• [What to produce]
Every record that follows should be printed verbatim.

>>>>

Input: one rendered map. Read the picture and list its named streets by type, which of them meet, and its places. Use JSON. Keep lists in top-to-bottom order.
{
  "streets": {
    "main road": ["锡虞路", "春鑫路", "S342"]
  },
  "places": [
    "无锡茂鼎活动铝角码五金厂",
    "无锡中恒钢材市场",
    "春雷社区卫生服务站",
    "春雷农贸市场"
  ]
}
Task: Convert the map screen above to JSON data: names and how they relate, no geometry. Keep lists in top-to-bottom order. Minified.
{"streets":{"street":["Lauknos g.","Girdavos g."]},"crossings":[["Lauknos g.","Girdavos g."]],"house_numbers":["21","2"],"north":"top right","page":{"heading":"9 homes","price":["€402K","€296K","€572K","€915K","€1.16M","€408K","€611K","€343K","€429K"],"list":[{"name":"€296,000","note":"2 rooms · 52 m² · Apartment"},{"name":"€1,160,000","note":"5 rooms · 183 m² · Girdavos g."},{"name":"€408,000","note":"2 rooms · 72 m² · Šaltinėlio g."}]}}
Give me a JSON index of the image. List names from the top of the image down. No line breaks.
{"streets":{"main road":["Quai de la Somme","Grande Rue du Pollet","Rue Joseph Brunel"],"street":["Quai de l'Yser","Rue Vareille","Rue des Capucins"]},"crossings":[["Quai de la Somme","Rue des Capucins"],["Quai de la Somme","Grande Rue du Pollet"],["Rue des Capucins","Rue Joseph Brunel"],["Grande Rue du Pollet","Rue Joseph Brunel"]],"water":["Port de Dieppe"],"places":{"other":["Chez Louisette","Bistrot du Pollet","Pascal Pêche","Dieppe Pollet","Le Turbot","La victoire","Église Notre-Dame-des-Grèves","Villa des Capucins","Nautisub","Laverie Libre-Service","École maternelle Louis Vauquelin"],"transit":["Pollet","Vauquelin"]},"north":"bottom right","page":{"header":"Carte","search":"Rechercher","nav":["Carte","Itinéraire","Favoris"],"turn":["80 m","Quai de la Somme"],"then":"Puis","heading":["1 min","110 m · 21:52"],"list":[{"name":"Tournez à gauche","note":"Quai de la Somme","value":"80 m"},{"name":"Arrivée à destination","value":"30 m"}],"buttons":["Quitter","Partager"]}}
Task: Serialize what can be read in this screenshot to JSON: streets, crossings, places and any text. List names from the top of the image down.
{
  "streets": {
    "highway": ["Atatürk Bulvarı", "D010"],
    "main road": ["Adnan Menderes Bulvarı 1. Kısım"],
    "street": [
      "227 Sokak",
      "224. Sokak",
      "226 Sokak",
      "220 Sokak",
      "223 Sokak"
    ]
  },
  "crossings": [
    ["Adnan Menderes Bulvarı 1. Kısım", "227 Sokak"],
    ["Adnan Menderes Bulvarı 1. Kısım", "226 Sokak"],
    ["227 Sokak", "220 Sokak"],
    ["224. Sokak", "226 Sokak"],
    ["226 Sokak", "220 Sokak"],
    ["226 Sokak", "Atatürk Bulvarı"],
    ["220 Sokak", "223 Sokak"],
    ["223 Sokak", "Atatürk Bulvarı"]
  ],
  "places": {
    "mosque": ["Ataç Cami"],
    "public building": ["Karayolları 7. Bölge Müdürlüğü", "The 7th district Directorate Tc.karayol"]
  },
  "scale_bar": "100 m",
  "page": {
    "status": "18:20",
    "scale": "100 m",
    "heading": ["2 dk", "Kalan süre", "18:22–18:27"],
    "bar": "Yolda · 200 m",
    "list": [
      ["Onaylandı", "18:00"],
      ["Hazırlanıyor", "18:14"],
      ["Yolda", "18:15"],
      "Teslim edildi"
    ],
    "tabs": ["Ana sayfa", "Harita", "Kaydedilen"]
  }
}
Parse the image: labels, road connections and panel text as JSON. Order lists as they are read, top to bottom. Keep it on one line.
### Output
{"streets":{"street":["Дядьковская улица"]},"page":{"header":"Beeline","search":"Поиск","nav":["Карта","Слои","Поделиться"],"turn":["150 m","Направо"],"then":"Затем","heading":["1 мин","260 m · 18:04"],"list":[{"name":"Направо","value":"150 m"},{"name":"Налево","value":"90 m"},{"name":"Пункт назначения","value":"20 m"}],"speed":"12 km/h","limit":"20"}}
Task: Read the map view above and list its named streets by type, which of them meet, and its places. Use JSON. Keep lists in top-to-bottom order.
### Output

<<<<

• [Result of the task]
Input: one rendered map. Read the picture and list its named streets by type, which of them meet, and its places. Use JSON. Keep lists in top-to-bottom order.
{
  "streets": {
    "main road": ["锡虞路", "春鑫路", "S342"]
  },
  "places": [
    "无锡茂鼎活动铝角码五金厂",
    "无锡中恒钢材市场",
    "春雷社区卫生服务站",
    "春雷农贸市场"
  ]
}
Task: Convert the map screen above to JSON data: names and how they relate, no geometry. Keep lists in top-to-bottom order. Minified.
{"streets":{"street":["Lauknos g.","Girdavos g."]},"crossings":[["Lauknos g.","Girdavos g."]],"house_numbers":["21","2"],"north":"top right","page":{"heading":"9 homes","price":["€402K","€296K","€572K","€915K","€1.16M","€408K","€611K","€343K","€429K"],"list":[{"name":"€296,000","note":"2 rooms · 52 m² · Apartment"},{"name":"€1,160,000","note":"5 rooms · 183 m² · Girdavos g."},{"name":"€408,000","note":"2 rooms · 72 m² · Šaltinėlio g."}]}}
Give me a JSON index of the image. List names from the top of the image down. No line breaks.
{"streets":{"main road":["Quai de la Somme","Grande Rue du Pollet","Rue Joseph Brunel"],"street":["Quai de l'Yser","Rue Vareille","Rue des Capucins"]},"crossings":[["Quai de la Somme","Rue des Capucins"],["Quai de la Somme","Grande Rue du Pollet"],["Rue des Capucins","Rue Joseph Brunel"],["Grande Rue du Pollet","Rue Joseph Brunel"]],"water":["Port de Dieppe"],"places":{"other":["Chez Louisette","Bistrot du Pollet","Pascal Pêche","Dieppe Pollet","Le Turbot","La victoire","Église Notre-Dame-des-Grèves","Villa des Capucins","Nautisub","Laverie Libre-Service","École maternelle Louis Vauquelin"],"transit":["Pollet","Vauquelin"]},"north":"bottom right","page":{"header":"Carte","search":"Rechercher","nav":["Carte","Itinéraire","Favoris"],"turn":["80 m","Quai de la Somme"],"then":"Puis","heading":["1 min","110 m · 21:52"],"list":[{"name":"Tournez à gauche","note":"Quai de la Somme","value":"80 m"},{"name":"Arrivée à destination","value":"30 m"}],"buttons":["Quitter","Partager"]}}
Task: Serialize what can be read in this screenshot to JSON: streets, crossings, places and any text. List names from the top of the image down.
{
  "streets": {
    "highway": ["Atatürk Bulvarı", "D010"],
    "main road": ["Adnan Menderes Bulvarı 1. Kısım"],
    "street": [
      "227 Sokak",
      "224. Sokak",
      "226 Sokak",
      "220 Sokak",
      "223 Sokak"
    ]
  },
  "crossings": [
    ["Adnan Menderes Bulvarı 1. Kısım", "227 Sokak"],
    ["Adnan Menderes Bulvarı 1. Kısım", "226 Sokak"],
    ["227 Sokak", "220 Sokak"],
    ["224. Sokak", "226 Sokak"],
    ["226 Sokak", "220 Sokak"],
    ["226 Sokak", "Atatürk Bulvarı"],
    ["220 Sokak", "223 Sokak"],
    ["223 Sokak", "Atatürk Bulvarı"]
  ],
  "places": {
    "mosque": ["Ataç Cami"],
    "public building": ["Karayolları 7. Bölge Müdürlüğü", "The 7th district Directorate Tc.karayol"]
  },
  "scale_bar": "100 m",
  "page": {
    "status": "18:20",
    "scale": "100 m",
    "heading": ["2 dk", "Kalan süre", "18:22–18:27"],
    "bar": "Yolda · 200 m",
    "list": [
      ["Onaylandı", "18:00"],
      ["Hazırlanıyor", "18:14"],
      ["Yolda", "18:15"],
      "Teslim edildi"
    ],
    "tabs": ["Ana sayfa", "Harita", "Kaydedilen"]
  }
}
Parse the image: labels, road connections and panel text as JSON. Order lists as they are read, top to bottom. Keep it on one line.
### Output
{"streets":{"street":["Дядьковская улица"]},"page":{"header":"Beeline","search":"Поиск","nav":["Карта","Слои","Поделиться"],"turn":["150 m","Направо"],"then":"Затем","heading":["1 мин","260 m · 18:04"],"list":[{"name":"Направо","value":"150 m"},{"name":"Налево","value":"90 m"},{"name":"Пункт назначения","value":"20 m"}],"speed":"12 km/h","limit":"20"}}
Task: Read the map view above and list its named streets by type, which of them meet, and its places. Use JSON. Keep lists in top-to-bottom order.
### Output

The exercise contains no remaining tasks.